Contents
- 1 Health benefits of black garlic
- 1.1 What is black garlic?
- 1.2 Where is black garlic consumed?
- 1.3 Obtaining: How to make black garlic?
- 1.4 What properties does black garlic have?
- 1.5 Composition of black garlic: Medicinal principles
- 1.6 Medicinal properties of black garlic
- 1.7 Uses and benefits of black garlic
- 1.8 Is black garlic better than raw garlic?
Health benefits of black garlic
What is black garlic?
Black garlic or aged garlic is a preparation made from garlic (Allium sativum L.). After an aging process, the result is the characteristic black color of garlic heads and cloves, and a higher concentration of the medicinal components of garlic, which increases its health benefits.
In Spanish it is called Ajo negro o ajo envejecido.
Where is black garlic consumed?
One of the production areas of this supplement is Aomori (Japan). Asians use black garlic as a culinary spice, to season stews and dishes.
Due to the rise of the properties of this food, its production has currently spread across all continents.
Obtaining: How to make black garlic?
To produce black garlic, garlic heads are subjected to controlled humidity and temperature conditions (approx. 70ºC and a high humidity of 85-90%). Garlic heads ferment for days under favorable humidity and temperature conditions.
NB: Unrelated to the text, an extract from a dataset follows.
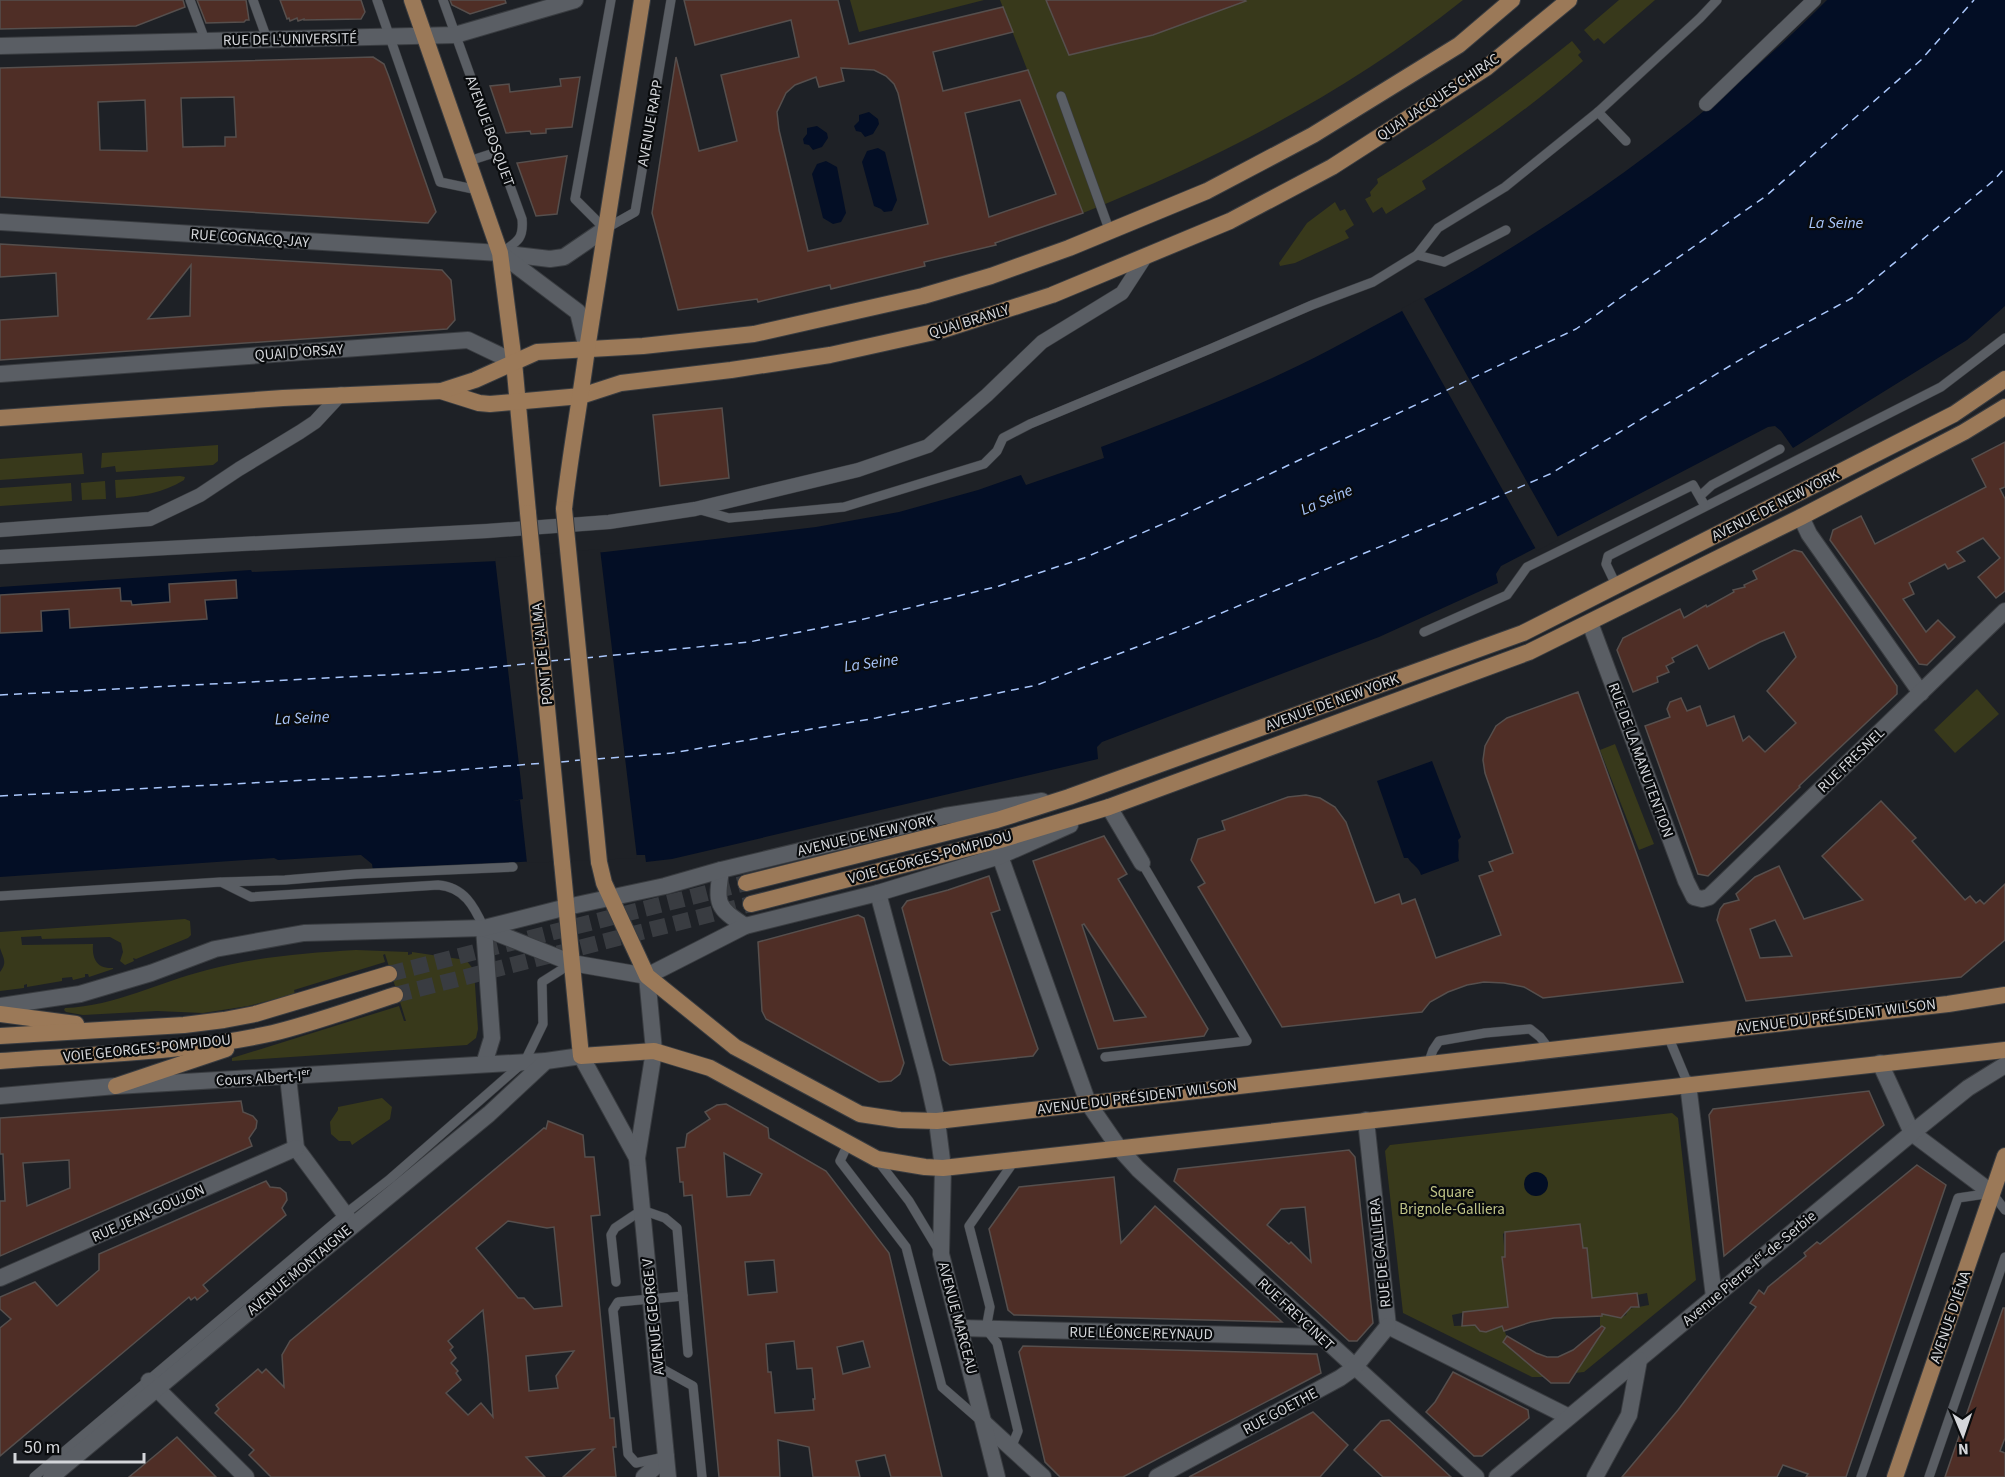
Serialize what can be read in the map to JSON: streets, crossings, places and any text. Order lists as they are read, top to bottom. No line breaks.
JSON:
{"streets":{"main road":["QUAI JACQUES CHIRAC","AVENUE RAPP","AVENUE BOSQUET","QUAI BRANLY","AVENUE DE NEW YORK","PONT DE L'ALMA","VOIE GEORGES-POMPIDOU","AVENUE DU PRÉSIDENT WILSON","AVENUE D'IÉNA"],"street":["RUE DE L'UNIVERSITÉ","RUE COGNACQ-JAY","QUAI D'ORSAY","RUE DE LA MANUTENTION","RUE FRESNEL","Cours Albert-Iᵉʳ","RUE JEAN-GOUJON","RUE DE GALLIERA","Avenue Pierre-Iᵉʳ-de-Serbie","AVENUE MONTAIGNE","RUE FREYCINET","AVENUE GEORGE V","AVENUE MARCEAU","RUE LÉONCE REYNAUD","RUE GOETHE"]},"crossings":[["RUE DE L'UNIVERSITÉ","AVENUE BOSQUET"],["QUAI JACQUES CHIRAC","QUAI BRANLY"],["AVENUE RAPP","RUE COGNACQ-JAY"],["AVENUE BOSQUET","RUE COGNACQ-JAY"],["AVENUE BOSQUET","QUAI BRANLY"],["AVENUE BOSQUET","QUAI D'ORSAY"],["AVENUE BOSQUET","PONT DE L'ALMA"],["QUAI BRANLY","PONT DE L'ALMA"],["AVENUE DE NEW YORK","PONT DE L'ALMA"],["AVENUE DE NEW YORK","RUE DE LA MANUTENTION"],["AVENUE DE NEW YORK","VOIE GEORGES-POMPIDOU"],["AVENUE DE NEW YORK","AVENUE DU PRÉSIDENT WILSON"],["AVENUE DE NEW YORK","RUE FREYCINET"],["AVENUE DE NEW YORK","AVENUE GEORGE V"],["AVENUE DE NEW YORK","AVENUE MARCEAU"],["PONT DE L'ALMA","Cours Albert-Iᵉʳ"],["PONT DE L'ALMA","AVENUE GEORGE V"],["RUE DE LA MANUTENTION","RUE FRESNEL"],["AVENUE DU PRÉSIDENT WILSON","RUE FREYCINET"],["AVENUE DU PRÉSIDENT WILSON","AVENUE GEORGE V"],["AVENUE DU PRÉSIDENT WILSON","AVENUE MARCEAU"],["Cours Albert-Iᵉʳ","AVENUE MONTAIGNE"],["Cours Albert-Iᵉʳ","AVENUE GEORGE V"],["RUE DE GALLIERA","Avenue Pierre-Iᵉʳ-de-Serbie"],["RUE DE GALLIERA","RUE GOETHE"],["RUE FREYCINET","RUE LÉONCE REYNAUD"],["RUE FREYCINET","RUE GOETHE"],["AVENUE MARCEAU","RUE LÉONCE REYNAUD"]],"water":["La Seine"],"parks":["Square Brignole-Galliera"],"scale_bar":"50 m","north":"bottom"}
This process occurs naturally in the food and it is not necessary to add bacteria or yeasts.
What properties does black garlic have?
Black garlic shares the properties of raw garlic, but being fermented, some components have enhanced its effect, mainly its antioxidant properties:
- Antibiotic properties
- Antioxidant properties
- Circulatory and antihypertensive properties
- Expectorant
- Diuretic
- Digestive
Composition of black garlic: Medicinal principles
The medicinal components of black garlic are sulfur compounds (mainly thiosulfinates such as S-allylcysteine), polyphenols and linolenic acid. These are present in higher concentration in black garlic than in raw garlic:
- Garlic extract inhibits the effect of angiotensin-converting enzyme (ACE), which is hypertensive. In studies, when both types of garlic (raw and black garlic) are administered, the amount of ACE enzyme observed is greater in the black garlic extract than in the raw garlic extract. This suggests greater antihypertensive capacity of black garlic compared to raw garlic.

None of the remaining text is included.